■ Input for this task
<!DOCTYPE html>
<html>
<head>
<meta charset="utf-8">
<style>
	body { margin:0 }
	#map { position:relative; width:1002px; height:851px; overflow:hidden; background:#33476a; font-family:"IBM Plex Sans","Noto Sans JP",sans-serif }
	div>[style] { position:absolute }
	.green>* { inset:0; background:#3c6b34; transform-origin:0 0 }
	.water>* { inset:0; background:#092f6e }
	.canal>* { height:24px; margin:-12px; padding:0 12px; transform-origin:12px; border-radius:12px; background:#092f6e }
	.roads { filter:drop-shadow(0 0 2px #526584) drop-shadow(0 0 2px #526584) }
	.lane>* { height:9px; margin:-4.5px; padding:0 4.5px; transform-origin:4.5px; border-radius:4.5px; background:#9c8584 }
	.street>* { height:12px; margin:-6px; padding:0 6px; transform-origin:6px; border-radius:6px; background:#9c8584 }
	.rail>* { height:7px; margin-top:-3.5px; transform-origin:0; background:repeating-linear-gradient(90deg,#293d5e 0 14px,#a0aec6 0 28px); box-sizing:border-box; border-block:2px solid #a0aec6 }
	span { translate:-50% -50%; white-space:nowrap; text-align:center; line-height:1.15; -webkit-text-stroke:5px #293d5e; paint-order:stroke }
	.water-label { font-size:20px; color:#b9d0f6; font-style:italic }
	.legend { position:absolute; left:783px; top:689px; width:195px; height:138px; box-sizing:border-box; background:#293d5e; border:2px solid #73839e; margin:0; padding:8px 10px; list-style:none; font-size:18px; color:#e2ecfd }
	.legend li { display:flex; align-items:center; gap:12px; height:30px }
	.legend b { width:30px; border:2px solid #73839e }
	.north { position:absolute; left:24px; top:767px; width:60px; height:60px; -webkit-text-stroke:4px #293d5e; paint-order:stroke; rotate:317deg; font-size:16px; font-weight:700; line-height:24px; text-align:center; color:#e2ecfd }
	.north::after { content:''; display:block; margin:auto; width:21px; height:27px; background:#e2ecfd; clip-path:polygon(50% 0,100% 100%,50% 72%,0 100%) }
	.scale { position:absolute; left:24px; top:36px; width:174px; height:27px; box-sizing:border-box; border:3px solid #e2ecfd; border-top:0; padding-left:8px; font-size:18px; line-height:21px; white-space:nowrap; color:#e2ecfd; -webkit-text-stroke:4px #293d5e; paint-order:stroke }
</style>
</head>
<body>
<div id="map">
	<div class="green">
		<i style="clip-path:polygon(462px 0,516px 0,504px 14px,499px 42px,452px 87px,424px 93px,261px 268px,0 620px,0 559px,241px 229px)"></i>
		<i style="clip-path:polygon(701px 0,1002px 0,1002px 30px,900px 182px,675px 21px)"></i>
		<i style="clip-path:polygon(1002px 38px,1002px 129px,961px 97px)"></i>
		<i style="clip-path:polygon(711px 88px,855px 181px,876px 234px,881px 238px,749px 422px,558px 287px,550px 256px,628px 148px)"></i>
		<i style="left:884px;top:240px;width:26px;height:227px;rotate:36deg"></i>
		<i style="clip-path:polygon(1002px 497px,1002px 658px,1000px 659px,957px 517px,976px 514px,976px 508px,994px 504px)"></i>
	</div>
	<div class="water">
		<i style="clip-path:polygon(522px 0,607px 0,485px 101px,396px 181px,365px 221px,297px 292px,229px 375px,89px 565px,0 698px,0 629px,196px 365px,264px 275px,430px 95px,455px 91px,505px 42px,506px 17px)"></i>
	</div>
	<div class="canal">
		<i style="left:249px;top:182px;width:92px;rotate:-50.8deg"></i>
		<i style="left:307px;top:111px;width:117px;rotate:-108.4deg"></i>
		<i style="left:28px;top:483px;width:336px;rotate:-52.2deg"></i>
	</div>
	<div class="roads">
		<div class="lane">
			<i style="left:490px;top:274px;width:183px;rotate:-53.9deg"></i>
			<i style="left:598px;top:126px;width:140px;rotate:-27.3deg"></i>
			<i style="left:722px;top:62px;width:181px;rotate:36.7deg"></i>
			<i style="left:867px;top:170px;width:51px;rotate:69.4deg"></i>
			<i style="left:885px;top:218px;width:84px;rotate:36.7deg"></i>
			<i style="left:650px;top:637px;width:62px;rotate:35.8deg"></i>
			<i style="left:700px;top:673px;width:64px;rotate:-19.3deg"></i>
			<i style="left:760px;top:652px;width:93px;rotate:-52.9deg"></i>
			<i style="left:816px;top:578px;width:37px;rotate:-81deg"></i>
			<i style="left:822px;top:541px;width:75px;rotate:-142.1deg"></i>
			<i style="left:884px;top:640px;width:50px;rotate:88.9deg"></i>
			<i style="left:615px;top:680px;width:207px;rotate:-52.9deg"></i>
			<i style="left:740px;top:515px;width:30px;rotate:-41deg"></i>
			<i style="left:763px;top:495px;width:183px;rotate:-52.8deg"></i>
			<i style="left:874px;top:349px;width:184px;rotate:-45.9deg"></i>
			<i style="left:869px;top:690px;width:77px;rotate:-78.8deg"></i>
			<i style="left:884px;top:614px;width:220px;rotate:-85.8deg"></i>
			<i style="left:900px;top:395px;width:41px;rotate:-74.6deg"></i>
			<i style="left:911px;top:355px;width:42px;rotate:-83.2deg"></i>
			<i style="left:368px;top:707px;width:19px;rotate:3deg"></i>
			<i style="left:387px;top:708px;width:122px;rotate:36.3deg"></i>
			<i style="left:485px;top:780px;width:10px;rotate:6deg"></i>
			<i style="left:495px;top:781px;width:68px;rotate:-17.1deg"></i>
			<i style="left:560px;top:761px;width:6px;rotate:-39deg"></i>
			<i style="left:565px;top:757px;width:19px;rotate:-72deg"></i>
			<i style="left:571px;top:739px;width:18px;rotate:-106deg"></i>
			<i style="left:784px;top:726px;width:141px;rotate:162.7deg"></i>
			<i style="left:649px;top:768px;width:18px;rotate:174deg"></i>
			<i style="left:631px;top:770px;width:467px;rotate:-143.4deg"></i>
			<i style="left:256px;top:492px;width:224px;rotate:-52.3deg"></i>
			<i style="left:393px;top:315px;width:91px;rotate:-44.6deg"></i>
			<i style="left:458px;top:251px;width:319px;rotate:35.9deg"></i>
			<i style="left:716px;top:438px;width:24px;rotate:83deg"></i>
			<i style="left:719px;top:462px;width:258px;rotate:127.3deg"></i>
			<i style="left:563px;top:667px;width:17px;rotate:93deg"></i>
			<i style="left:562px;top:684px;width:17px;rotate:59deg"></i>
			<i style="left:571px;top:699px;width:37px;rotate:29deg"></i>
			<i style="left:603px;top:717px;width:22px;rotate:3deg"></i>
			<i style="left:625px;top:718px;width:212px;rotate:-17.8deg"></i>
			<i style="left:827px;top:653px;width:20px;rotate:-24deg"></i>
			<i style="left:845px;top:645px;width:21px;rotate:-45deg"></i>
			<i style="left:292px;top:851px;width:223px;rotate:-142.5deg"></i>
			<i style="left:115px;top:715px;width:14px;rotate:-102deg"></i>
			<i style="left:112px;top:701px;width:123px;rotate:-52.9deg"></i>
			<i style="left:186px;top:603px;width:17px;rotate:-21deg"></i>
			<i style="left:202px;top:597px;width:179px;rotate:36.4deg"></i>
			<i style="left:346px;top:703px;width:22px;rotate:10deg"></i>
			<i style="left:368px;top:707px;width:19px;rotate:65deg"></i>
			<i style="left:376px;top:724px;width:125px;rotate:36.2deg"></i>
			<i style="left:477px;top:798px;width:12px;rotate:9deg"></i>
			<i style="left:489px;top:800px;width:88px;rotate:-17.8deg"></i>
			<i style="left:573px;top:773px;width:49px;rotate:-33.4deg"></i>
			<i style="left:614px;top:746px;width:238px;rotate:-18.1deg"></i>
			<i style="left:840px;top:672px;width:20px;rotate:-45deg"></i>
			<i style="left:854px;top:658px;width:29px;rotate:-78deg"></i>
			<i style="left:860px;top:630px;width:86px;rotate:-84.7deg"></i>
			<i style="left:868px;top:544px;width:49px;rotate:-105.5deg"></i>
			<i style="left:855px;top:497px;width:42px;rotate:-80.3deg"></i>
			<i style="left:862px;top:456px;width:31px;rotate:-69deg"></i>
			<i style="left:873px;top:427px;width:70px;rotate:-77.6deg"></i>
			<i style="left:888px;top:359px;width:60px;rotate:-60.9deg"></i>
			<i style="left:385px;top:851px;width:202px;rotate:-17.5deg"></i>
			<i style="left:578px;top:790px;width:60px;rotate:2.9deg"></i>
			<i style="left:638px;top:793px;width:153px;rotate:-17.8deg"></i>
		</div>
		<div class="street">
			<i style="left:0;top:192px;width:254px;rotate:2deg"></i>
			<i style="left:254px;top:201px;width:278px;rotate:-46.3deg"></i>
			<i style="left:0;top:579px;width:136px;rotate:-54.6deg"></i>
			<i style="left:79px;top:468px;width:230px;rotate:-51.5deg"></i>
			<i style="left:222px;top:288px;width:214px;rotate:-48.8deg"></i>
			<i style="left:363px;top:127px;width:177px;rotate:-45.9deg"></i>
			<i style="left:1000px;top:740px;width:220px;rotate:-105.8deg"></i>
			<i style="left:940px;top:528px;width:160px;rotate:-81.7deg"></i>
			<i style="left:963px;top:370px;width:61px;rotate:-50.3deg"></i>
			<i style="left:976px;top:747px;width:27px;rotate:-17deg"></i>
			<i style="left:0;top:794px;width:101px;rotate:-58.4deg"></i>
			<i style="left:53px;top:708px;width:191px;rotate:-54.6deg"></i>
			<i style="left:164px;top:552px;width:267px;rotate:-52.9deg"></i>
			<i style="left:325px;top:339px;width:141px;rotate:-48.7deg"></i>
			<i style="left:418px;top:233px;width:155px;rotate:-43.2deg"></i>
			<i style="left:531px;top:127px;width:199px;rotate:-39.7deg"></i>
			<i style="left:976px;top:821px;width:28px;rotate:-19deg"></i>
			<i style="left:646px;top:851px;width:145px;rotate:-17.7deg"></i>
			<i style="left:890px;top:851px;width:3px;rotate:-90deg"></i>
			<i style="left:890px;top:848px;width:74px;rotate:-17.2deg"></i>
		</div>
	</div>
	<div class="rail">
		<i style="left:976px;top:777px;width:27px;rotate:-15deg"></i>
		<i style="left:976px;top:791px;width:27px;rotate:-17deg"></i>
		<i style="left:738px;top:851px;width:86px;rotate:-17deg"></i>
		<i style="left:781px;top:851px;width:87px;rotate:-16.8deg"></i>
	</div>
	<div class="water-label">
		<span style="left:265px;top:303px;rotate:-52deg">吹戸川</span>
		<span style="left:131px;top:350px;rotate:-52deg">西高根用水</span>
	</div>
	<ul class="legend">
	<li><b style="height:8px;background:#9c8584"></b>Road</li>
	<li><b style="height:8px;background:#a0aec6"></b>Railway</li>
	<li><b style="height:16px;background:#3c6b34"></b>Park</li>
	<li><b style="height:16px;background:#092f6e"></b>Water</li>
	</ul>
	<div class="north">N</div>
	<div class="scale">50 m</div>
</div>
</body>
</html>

■ What is needed
For the listing above, say how many lines hold the string "roads". Give only that number.

■ Answer to this exercise
2